A Ordem foi inicialmente dirigida por Augustin Chaboseau, tendo mais tarde, em abril de 1932, Victor-Émile Michelet assumido essa função. Ele permaneceu como Grande Mestre da TOM até sua morte, em 12 de janeiro de 1938. Sob sua direção, a Ordem permanece discreta. Por vezes se manifesta através do grupo Tau, que publica na altura um boletim de estudos psicológicos e metafísicos e organiza conferências no Palácio da Mutualidade. Victor-Émile Michelet dá ainda algumas conferências para a revista Atlantis.
Notável escritor, apaixonado pelo esoterismo e pela poesia, é autor de poemas, contos e peças de teatro. Em 1900, seus méritos foram reconhecidos: um prêmio da Academia Francesa recompensa seus dois primeiros livros, os Contos Aventureiros e os Contos Sobrehumanos. Recebe também o prêmio Sully Prudhomme por sua antologia de poemas intitulada A Porta de Ouro. Em 1937, alguns meses antes de passar para o Oriente Eterno, publica Os Companheiros da Hierofania, um livro no qual evoca suas reminiscências de personalidades tais como Papus, Stanislas de Guaita, Barlet, Sédir, Péladan, Saint-Yves d’Alveydre… Esse livro é um testemunho vivo do grande período do ocultismo na Belle-Époque e do qual Victor-Émile Michelet foi um dos atores essenciais.
Místico e visionário, concedeu um lugar fundamental para o simbolismo em seus escritos, e é exatamente aí que se situa sua contribuição mais específica. Amigo dos maiores escritores de sua época, exerceu importantes responsabilidades no mundo das letras. Foi presidente da Sociedade de Poesia (1910), presidente da Sociedade Baudelaire (1921), membro do Conselho da Casa da Poesia (1931), bâtonnier da Academia dos Poetas (1932) e presidente honorário da Sociedade dos Poetas Franceses. Foi ainda cavaleiro da Légion d’Honneur. Em 1954, Richard E. Knowles fez uma homenagem a este companheiro da hierofania pela publicação de Victor-Émile Michelet, poete esotérico, contendo um belo prefácio de Gaston Bachelard (Edições Vrin).

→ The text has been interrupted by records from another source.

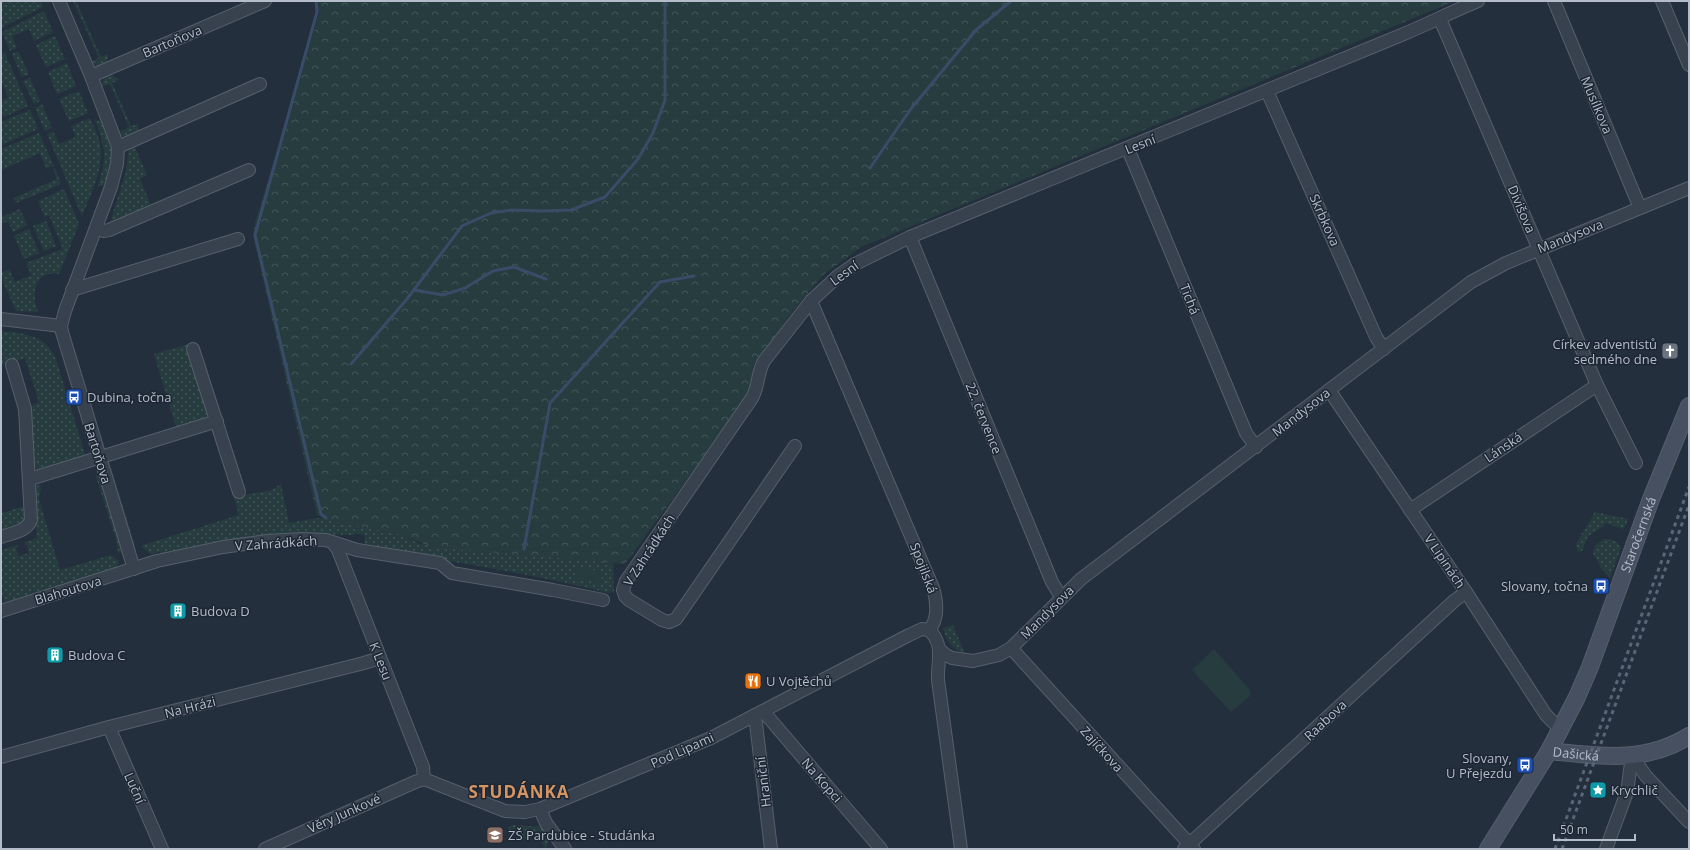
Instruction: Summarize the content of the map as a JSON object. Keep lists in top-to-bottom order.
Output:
{
  "streets": {
    "main road": ["Staročernská", "Dašická"],
    "street": [
      "Bartoňova",
      "Musílkova",
      "Lesní",
      "Divišova",
      "Skrbkova",
      "Mandysova",
      "Tichá",
      "22. července",
      "Lánská",
      "V Zahrádkách",
      "V Lipinách",
      "Spojilská",
      "Blahoutova",
      "K Lesu",
      "Na Hrázi",
      "Raabova",
      "Zajíčkova",
      "Pod Lipami",
      "Na Kopci",
      "Hraniční",
      "Luční",
      "Věry Junkové"
    ]
  },
  "crossings": [
    ["Bartoňova", "V Zahrádkách"],
    ["Bartoňova", "Blahoutova"],
    ["Musílkova", "Mandysova"],
    ["Lesní", "Divišova"],
    ["Lesní", "Skrbkova"],
    ["Lesní", "Tichá"],
    ["Lesní", "22. července"],
    ["Lesní", "V Zahrádkách"],
    ["Lesní", "Spojilská"],
    ["Divišova", "Mandysova"],
    ["Divišova", "Lánská"],
    ["Skrbkova", "Mandysova"],
    ["Mandysova", "Tichá"],
    ["Mandysova", "22. července"],
    ["Mandysova", "V Lipinách"],
    ["Mandysova", "Zajíčkova"],
    ["Lánská", "V Lipinách"],
    ["Staročernská", "V Lipinách"],
    ["Staročernská", "Dašická"],
    ["V Zahrádkách", "Spojilská"],
    ["V Zahrádkách", "Blahoutova"],
    ["V Zahrádkách", "K Lesu"],
    ["V Lipinách", "Raabova"],
    ["Spojilská", "Pod Lipami"],
    ["K Lesu", "Na Hrázi"],
    ["K Lesu", "Pod Lipami"],
    ["K Lesu", "Věry Junkové"],
    ["Na Hrázi", "Luční"],
    ["Raabova", "Zajíčkova"],
    ["Pod Lipami", "Na Kopci"],
    ["Pod Lipami", "Hraniční"],
    ["Pod Lipami", "Věry Junkové"],
    ["Na Kopci", "Hraniční"]
  ],
  "districts": ["STUDÁNKA"],
  "places": {
    "church": ["Církev adventistů sedmého dne"],
    "bus stop": ["Dubina, točna", "Slovany, točna", "Slovany, U Přejezdu"],
    "building": ["Budova D", "Budova C"],
    "restaurant": ["U Vojtěchů"],
    "place": ["Krychlič"],
    "school or university": ["ZŠ Pardubice - Studánka"]
  },
  "scale_bar": "50 m"
}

Como disse Richard E. Knowles no final de seu livro:
« Em Victor-Émile Michelet temos um exegeta consumado do Esoterismo – um pensador esotérico de quilate insuspeito, e isto porque tinha a ciência e a fé. Um Iniciado que, por direito, ocupava um lugar no Santuário junto a seu amigo Villiers de l’Isle-Adam e de seis outros pares que compunham a epígrafe dos Contos Sobrehumanos. »

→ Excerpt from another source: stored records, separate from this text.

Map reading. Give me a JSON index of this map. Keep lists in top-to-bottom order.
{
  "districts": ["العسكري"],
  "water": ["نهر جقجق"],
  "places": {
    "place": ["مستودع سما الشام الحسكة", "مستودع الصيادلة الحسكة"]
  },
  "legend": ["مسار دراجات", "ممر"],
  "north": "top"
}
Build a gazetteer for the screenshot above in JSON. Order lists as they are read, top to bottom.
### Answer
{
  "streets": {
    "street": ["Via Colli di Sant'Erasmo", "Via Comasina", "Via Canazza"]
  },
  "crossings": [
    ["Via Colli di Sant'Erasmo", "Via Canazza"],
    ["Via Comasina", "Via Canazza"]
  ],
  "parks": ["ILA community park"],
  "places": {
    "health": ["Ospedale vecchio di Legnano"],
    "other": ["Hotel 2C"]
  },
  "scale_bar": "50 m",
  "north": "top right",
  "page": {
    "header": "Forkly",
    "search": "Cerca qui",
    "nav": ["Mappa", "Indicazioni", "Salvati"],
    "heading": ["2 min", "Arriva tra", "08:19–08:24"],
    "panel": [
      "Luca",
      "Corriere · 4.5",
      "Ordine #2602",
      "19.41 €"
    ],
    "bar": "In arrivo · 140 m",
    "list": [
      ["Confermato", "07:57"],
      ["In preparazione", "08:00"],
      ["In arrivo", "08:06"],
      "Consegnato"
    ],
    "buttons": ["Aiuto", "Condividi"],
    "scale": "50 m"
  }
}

Com raríssimas exceções, sua obra puramente literária é, assim como sua obra erudita e doutrinária, marcada pelo hermetismo. Em Michelet, aliás, o hermetismo está mais presente do que nas obras de Edgar Allan Poe, de Gérard de Nerval e até mesmo de Villiers de l’Isle-Adam. Victor-Émile Michelet havia consagrado à Transcendência todas as energias de sua mente e de seu coração.
O mistério de sua vida interior ele soube encerrar na torre de marfim recomendada ao iniciado. Uma luz o habitava. Ele se preservou de fazer dela um farol. Durante sua longa existência, sua alma profunda permaneceu como se ancorada no silêncio de seu próprio abismo – neste silêncio solitário em que ressoam em troares de relâmpago todas as tempestades que o agitam e todos os ecosdo divino.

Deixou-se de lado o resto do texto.